Salah — The Second Pillar
Lesson 3 of 5 · Level 2: The Five Pillars · 3 min read
إِنَّ الصَّلَاةَ كَانَتْ عَلَى الْمُؤْمِنِينَ كِتَابًا مَوْقُوتًا
Innas-salata kanat 'alal-mu'minina kitaban mawquta
Indeed, prayer has been decreed upon the believers at specified times.
Explanation
Salah — the prayer Muslims offer five times each day — is the second pillar of Islam, and Allah gave it a uniquely honoured beginning. Every other command came down to earth through the angel Jibreel (Gabriel). Salah was given differently: on the miraculous Night Journey and Ascension (al-Isra wal-Mi'raj), the Prophet ﷺ was taken up beyond the heavens, and there the gift of prayer was given to him directly. The narrations of that night relate that it was first set at fifty daily prayers, then lightened, out of Allah's mercy, to five — yet still carrying the reward of fifty (Bukhari 349; Muslim 162). As if to say: I have made it easy for you, and I have not made it small.

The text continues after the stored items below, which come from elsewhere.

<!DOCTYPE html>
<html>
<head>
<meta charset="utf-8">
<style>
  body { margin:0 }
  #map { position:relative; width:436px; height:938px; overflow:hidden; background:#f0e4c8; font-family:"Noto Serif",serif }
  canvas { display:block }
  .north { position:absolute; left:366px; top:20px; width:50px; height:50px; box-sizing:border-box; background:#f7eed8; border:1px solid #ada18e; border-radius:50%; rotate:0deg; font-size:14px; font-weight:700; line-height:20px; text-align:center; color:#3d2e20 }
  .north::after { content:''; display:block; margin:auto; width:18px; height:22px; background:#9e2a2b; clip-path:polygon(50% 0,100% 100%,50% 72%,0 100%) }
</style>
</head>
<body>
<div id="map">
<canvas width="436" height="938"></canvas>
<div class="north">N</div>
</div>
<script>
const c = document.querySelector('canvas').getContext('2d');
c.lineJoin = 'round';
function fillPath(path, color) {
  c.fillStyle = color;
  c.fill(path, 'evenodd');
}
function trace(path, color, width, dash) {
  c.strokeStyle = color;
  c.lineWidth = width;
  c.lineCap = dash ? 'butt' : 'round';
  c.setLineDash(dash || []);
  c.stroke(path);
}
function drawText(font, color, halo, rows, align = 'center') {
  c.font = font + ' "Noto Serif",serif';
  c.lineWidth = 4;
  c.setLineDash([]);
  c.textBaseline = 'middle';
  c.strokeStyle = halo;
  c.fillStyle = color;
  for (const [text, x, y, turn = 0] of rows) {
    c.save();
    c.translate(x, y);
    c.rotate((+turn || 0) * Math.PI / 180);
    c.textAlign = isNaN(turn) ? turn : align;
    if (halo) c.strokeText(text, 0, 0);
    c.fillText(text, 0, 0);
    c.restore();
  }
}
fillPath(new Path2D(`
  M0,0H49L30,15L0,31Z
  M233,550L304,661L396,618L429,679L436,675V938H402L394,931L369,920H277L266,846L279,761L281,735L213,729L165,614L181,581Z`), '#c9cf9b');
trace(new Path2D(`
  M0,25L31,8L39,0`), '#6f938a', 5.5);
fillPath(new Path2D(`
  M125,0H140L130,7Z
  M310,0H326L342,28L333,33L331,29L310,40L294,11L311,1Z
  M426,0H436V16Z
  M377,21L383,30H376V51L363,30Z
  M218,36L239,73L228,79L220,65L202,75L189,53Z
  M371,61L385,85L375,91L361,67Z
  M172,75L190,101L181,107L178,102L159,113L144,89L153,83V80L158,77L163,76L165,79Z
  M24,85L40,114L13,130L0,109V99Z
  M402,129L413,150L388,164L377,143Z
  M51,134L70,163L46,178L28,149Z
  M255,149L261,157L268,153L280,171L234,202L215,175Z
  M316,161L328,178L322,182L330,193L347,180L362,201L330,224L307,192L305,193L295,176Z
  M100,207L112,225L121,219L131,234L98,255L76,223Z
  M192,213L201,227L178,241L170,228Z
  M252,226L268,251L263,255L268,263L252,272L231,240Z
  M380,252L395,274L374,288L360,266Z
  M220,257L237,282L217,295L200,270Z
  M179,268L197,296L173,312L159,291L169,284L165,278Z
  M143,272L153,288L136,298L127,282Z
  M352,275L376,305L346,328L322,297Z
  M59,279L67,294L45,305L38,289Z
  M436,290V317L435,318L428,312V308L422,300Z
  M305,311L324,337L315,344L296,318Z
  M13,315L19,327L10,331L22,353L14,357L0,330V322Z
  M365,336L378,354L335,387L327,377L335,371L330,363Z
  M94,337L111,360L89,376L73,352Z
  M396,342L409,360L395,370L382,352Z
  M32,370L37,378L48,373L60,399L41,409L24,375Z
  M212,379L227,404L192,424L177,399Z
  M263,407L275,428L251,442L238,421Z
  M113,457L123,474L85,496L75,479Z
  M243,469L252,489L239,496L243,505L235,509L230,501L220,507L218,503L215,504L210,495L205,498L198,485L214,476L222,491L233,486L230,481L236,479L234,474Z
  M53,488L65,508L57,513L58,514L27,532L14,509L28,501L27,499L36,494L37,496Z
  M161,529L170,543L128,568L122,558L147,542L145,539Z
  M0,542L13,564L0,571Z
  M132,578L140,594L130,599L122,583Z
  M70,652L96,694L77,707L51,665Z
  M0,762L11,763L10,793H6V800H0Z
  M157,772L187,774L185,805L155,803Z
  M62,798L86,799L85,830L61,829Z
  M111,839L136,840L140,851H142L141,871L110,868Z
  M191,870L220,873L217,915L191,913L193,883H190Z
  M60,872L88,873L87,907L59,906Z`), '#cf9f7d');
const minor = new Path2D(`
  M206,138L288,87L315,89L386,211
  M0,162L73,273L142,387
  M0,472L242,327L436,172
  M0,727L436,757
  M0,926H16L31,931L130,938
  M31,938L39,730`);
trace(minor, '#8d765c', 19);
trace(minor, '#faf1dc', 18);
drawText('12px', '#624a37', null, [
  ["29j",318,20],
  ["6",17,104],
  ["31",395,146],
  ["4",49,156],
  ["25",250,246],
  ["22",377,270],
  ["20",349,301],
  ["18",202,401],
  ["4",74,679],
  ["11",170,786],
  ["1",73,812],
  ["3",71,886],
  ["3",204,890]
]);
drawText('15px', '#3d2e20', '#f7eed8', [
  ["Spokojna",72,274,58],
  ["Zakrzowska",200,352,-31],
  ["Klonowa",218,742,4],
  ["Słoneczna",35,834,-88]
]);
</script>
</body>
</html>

Think about what Salah actually is. Five times a day, the believer steps out of the rush — the messages, the noise, the worries — washes, faces the Ka'bah in Makkah, and stands in a private audience with the Creator of the universe. No appointment needed. No intermediary. No waiting room. Kings cannot grant such access to themselves; the newest Muslim on earth is handed it on day one.
The Prophet ﷺ called prayer "the coolness of my eyes" (Nasai 3940) — an Arabic expression for one's deepest comfort and joy. Not his burden: his rest. The day pulls the heart in a hundred directions; five times, the prayer pulls it back home.
If your prayer is not yet where you want it to be, do not let shame keep you away — that is precisely the whisper that wants you further from Allah. Start where you are. One prayer, prayed today with presence, is a beginning Allah loves. The door opens five times a day, every day, for the rest of your life.
Scholar Note
The Prophet said: The first thing a person will be called to account for on the Day of Resurrection is his prayer. If it is complete, he succeeds. If it is deficient, he fails. (Tirmidhi 413)
Reflect
If Salah is the first thing you will be asked about on the Day of Judgement — what does your current prayer say about you?